Women's field hockey at the 2015 Pan American Games

Tournament details
- Host country: Canada
- City: Toronto
- Dates: July 13–24
- Teams: 8
- Venue: Pan Am / Parapan Am Fields

Final positions
- Champions: United States (2nd title)
- Runner-up: Argentina
- Third place: Canada

Tournament statistics
- Matches played: 24
- Goals scored: 141 (5.88 per match)
- Top scorer: Noel Barrionuevo (9 goals)

= Field hockey at the 2015 Pan American Games – Women's tournament =

The women's field hockey tournament at the 2015 Pan American Games was held in Toronto, Canada at the Pan Am / Parapan Am Fields from July 13 to 24.

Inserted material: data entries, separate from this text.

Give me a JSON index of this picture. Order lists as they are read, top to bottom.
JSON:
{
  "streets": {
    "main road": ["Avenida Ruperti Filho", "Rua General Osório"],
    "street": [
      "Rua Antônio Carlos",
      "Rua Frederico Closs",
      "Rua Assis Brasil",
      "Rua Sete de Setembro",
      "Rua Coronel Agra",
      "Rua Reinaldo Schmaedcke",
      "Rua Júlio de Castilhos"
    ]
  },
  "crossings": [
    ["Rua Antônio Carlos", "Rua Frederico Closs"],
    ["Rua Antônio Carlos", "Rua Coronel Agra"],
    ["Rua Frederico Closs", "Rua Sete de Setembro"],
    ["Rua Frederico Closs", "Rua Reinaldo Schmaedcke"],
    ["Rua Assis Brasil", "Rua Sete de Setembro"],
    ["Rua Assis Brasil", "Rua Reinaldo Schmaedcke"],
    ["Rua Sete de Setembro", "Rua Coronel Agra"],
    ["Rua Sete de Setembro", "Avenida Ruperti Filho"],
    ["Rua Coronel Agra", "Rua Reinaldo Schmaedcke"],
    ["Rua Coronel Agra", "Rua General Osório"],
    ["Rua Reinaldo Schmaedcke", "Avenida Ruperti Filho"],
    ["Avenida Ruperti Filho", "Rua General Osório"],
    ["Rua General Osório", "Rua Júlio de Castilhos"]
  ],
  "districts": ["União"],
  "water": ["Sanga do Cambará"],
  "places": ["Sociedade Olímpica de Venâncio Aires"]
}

For these Games, the women competed in an 8-team tournament. The teams were grouped into two pools of four teams each for a round-robin preliminary round. All teams will advance to an eight team single elimination bracket.

The United States are the defending champions from the 2011 Pan American Games in Guadalajara, defeating Argentina, 4–2 in the final.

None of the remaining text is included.